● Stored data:
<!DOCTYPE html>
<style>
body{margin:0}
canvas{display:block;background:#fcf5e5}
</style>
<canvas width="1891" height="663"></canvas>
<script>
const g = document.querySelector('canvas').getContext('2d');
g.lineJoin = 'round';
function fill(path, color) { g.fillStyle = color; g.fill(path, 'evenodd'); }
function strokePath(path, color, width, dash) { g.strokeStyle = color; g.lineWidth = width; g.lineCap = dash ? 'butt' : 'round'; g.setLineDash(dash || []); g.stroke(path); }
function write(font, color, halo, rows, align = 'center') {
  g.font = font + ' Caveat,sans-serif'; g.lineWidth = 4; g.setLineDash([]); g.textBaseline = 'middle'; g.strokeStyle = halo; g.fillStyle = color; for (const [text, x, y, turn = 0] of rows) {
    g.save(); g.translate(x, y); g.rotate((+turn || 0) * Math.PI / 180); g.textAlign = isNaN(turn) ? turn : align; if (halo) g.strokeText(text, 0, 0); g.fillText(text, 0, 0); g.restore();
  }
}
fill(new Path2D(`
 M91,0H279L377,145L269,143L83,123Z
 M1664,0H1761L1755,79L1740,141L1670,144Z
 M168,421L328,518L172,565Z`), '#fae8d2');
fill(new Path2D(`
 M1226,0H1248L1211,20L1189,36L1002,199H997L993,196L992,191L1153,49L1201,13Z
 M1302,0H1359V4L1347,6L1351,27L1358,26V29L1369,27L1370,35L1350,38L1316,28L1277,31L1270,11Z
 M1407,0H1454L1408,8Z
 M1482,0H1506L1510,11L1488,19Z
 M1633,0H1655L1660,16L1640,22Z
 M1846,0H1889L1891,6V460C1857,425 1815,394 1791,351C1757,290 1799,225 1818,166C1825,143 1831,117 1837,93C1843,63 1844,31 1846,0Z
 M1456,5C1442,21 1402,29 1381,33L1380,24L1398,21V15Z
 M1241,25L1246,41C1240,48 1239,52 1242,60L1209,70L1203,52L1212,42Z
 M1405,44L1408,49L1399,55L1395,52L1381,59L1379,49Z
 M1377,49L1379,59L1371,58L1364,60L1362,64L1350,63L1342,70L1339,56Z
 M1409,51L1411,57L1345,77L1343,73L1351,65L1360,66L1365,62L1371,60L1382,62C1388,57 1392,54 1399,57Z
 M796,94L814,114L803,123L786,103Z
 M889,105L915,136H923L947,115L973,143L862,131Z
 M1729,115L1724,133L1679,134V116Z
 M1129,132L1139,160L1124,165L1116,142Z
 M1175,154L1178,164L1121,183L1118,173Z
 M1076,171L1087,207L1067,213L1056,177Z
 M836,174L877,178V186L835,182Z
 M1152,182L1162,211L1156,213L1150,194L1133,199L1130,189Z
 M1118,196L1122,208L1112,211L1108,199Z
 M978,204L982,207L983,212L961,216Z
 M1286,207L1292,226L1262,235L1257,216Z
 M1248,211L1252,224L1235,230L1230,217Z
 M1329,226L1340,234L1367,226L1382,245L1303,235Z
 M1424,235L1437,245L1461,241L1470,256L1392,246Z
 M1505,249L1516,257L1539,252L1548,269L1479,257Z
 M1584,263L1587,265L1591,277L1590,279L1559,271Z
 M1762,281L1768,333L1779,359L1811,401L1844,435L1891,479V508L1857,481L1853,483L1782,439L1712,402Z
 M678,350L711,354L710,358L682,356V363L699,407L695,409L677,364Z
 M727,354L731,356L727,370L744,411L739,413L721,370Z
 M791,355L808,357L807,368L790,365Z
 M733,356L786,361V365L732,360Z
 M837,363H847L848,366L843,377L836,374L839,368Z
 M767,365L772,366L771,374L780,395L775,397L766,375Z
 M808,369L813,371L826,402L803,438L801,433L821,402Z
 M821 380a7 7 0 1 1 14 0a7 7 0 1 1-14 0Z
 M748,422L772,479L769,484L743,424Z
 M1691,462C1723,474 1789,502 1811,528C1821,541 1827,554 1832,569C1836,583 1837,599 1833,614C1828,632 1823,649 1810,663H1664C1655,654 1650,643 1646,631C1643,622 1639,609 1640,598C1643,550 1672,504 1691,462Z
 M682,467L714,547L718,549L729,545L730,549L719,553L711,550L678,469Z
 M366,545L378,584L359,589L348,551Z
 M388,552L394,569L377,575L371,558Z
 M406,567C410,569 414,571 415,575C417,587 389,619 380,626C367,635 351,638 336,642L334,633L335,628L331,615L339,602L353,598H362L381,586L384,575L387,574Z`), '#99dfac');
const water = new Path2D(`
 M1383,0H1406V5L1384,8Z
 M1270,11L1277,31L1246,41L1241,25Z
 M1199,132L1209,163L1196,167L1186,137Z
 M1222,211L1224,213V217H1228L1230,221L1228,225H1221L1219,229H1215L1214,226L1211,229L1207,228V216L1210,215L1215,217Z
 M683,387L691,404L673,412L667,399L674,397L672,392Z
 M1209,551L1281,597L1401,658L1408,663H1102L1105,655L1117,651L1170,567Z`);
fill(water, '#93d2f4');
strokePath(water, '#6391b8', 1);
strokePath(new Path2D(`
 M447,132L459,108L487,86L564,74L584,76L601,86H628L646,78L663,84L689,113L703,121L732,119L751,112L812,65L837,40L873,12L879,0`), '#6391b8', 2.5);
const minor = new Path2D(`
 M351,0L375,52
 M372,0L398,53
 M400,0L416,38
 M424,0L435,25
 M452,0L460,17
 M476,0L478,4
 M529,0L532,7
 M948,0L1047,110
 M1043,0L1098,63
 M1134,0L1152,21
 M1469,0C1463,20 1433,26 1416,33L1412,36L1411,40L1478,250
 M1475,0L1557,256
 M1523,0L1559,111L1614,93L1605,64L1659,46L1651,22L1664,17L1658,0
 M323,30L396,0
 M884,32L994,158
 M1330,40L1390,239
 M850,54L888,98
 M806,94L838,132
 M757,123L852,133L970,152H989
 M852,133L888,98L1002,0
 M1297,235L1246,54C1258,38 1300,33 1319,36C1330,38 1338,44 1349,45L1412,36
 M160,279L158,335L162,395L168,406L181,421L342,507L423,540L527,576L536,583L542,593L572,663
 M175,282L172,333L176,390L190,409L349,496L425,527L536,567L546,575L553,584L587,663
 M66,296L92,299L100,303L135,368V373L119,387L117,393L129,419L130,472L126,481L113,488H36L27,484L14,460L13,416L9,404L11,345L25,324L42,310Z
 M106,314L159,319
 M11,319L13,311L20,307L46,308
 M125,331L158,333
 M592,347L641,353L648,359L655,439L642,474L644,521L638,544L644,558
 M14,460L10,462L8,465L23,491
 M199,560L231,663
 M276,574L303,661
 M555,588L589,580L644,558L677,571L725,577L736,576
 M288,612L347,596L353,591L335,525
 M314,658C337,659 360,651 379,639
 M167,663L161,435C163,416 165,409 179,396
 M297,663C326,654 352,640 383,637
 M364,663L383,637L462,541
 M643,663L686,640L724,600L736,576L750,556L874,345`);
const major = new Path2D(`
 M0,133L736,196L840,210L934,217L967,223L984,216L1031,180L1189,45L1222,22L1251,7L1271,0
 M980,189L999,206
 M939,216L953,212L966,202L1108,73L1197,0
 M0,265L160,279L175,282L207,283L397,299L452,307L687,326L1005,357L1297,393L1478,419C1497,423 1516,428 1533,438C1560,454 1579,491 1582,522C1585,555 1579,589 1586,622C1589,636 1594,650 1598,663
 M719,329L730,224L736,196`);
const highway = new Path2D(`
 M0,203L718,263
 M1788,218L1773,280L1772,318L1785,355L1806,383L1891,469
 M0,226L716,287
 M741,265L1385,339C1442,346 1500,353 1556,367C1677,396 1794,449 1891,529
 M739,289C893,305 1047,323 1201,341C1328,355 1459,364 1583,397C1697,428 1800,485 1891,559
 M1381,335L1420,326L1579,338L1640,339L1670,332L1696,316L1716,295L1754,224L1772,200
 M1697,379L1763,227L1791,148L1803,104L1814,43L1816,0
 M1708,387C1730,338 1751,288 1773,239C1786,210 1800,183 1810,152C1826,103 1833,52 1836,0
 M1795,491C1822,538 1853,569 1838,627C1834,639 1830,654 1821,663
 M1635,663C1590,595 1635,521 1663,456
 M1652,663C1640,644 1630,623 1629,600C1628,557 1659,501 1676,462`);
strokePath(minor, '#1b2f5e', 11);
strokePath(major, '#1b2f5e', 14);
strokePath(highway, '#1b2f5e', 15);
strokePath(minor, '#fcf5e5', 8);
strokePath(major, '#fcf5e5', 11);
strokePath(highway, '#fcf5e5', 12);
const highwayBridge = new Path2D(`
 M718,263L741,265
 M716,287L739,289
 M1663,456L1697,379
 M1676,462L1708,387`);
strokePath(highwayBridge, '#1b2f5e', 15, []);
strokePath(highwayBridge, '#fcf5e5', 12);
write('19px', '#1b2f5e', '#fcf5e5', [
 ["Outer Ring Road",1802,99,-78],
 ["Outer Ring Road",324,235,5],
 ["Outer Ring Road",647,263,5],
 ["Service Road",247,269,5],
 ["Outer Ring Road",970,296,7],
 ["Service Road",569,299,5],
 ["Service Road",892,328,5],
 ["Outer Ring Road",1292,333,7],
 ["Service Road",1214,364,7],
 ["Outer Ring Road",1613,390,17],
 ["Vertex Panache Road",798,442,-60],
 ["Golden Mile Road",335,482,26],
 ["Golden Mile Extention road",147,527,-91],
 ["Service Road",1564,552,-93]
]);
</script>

* * *

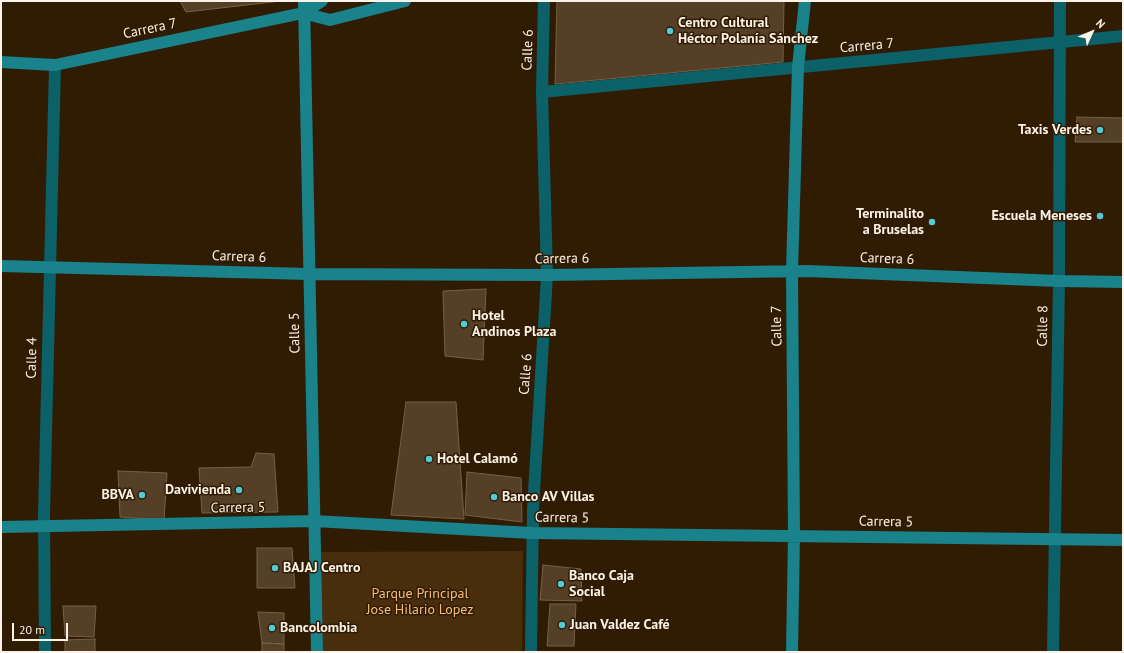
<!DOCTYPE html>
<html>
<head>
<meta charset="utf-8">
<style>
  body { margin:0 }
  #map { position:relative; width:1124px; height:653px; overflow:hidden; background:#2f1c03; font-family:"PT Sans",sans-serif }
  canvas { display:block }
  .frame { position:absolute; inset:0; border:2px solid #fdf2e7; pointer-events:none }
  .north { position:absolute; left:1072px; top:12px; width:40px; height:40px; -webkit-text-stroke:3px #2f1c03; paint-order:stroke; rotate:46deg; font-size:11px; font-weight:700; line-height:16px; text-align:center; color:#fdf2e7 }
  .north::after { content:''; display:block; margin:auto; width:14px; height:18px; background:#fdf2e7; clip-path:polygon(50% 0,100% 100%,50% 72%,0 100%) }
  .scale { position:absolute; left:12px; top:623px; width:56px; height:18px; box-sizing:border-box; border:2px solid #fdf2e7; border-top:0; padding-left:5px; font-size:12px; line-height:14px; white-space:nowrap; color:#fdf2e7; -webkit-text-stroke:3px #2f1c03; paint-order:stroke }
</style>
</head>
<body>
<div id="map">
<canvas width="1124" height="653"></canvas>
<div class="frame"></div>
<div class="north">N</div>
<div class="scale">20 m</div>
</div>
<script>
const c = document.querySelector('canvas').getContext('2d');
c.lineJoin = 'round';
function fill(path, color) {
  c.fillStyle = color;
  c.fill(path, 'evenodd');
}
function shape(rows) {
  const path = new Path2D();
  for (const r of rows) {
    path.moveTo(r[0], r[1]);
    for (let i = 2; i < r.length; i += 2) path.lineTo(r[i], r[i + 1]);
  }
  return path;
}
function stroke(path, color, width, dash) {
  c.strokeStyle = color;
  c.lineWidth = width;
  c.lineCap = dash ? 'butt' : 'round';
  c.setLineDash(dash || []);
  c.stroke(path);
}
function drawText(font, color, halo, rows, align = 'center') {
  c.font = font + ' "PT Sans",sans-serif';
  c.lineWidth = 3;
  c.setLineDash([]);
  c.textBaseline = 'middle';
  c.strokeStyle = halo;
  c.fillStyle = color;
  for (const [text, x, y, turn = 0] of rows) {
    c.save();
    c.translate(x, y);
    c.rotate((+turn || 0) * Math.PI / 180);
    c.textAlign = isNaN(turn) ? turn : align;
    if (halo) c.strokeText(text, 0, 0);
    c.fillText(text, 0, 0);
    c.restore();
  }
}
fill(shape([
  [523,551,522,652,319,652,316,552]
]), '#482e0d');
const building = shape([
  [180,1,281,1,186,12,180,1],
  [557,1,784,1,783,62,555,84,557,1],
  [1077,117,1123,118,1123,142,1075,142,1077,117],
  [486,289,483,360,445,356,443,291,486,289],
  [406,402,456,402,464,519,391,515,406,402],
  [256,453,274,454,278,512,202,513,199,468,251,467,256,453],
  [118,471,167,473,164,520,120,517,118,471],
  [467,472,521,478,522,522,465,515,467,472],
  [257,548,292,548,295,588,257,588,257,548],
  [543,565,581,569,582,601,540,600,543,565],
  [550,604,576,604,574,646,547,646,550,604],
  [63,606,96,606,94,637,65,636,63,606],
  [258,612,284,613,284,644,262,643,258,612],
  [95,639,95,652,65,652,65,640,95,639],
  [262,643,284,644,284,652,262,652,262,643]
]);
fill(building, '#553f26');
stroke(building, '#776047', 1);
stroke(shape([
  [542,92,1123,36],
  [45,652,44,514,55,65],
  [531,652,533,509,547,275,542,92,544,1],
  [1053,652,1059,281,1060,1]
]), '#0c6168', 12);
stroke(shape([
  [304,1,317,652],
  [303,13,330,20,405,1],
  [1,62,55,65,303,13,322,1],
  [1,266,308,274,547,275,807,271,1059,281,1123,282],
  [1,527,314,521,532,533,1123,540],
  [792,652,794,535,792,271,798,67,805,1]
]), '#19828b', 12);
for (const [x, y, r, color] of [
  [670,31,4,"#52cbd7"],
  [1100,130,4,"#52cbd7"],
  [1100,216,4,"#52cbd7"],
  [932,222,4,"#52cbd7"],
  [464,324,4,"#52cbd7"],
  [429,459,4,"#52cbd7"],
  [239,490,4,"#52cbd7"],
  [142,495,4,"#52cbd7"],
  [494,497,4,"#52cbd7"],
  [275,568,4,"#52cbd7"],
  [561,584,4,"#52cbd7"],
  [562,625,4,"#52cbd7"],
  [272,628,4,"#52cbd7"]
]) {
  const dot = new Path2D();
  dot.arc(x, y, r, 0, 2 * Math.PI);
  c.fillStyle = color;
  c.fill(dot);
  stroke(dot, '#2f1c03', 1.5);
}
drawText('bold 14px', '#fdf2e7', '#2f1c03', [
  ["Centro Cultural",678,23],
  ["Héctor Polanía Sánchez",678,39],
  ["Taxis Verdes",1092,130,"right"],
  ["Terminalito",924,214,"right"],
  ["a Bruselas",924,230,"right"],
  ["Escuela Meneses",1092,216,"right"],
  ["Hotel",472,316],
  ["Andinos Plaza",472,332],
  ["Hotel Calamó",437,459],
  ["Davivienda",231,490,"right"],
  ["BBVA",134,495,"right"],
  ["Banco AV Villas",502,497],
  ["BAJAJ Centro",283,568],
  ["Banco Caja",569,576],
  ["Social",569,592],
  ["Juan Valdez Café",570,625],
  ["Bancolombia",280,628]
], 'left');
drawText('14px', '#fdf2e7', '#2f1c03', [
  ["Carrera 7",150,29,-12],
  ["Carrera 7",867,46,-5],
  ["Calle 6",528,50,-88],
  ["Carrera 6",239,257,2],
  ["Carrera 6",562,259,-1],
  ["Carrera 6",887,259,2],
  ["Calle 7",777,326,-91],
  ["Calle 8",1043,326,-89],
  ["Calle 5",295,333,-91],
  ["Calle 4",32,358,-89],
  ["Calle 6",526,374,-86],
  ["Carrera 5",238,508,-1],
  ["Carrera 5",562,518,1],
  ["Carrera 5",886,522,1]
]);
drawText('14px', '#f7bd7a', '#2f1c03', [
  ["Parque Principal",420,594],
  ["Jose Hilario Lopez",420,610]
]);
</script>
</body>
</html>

● WHAT TO DO:
In the data above, which lines include "querySelector"? Return those lines.

● SOLUTION TO THIS TASK:
const g = document.querySelector('canvas').getContext('2d');
const c = document.querySelector('canvas').getContext('2d');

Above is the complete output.